PROBLEM TO WORK ON: Among the entries, find the lines with the string "Keep" and report them.

Extracted data entries:
BEGIN
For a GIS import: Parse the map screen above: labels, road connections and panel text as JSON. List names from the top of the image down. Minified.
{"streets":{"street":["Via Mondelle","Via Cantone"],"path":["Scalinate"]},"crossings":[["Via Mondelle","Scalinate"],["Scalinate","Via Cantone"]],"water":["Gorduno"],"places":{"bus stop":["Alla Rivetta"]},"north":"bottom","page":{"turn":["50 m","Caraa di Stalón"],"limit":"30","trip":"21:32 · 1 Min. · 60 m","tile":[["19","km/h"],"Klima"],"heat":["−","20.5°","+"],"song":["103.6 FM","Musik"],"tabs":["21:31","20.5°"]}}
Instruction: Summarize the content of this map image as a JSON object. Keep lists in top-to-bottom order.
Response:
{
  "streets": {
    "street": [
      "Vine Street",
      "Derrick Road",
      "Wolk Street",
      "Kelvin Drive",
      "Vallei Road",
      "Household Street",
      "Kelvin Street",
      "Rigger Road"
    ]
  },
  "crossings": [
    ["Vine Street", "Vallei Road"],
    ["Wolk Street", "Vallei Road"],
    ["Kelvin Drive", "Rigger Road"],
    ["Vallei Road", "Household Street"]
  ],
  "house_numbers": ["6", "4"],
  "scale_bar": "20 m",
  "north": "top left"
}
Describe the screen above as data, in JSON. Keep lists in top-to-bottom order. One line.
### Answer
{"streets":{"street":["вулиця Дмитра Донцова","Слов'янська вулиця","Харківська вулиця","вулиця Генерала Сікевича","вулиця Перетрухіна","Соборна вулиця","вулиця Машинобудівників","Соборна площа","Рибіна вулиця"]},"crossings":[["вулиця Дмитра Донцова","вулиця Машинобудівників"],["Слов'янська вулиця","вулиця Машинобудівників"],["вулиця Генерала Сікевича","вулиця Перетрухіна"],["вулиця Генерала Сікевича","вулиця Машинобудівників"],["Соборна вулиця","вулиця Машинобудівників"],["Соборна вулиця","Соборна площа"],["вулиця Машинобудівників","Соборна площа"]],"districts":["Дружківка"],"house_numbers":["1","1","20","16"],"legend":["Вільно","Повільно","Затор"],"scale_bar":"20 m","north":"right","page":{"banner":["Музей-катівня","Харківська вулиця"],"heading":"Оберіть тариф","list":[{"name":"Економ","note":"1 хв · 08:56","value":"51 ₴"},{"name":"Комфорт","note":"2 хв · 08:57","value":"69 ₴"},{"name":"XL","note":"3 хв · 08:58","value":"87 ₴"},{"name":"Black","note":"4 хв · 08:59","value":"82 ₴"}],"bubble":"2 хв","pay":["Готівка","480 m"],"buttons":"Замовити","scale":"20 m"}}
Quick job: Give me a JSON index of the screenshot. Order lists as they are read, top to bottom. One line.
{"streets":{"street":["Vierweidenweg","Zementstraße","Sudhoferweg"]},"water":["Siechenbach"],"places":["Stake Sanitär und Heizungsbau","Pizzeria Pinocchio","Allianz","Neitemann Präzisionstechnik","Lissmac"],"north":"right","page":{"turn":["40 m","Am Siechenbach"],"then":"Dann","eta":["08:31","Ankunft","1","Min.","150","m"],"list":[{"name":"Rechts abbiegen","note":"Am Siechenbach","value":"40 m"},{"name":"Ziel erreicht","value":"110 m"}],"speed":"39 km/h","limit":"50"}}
END
RESULT FOR THIS EXERCISE:
Instruction: Summarize the content of this map image as a JSON object. Keep lists in top-to-bottom order.
Describe the screen above as data, in JSON. Keep lists in top-to-bottom order. One line.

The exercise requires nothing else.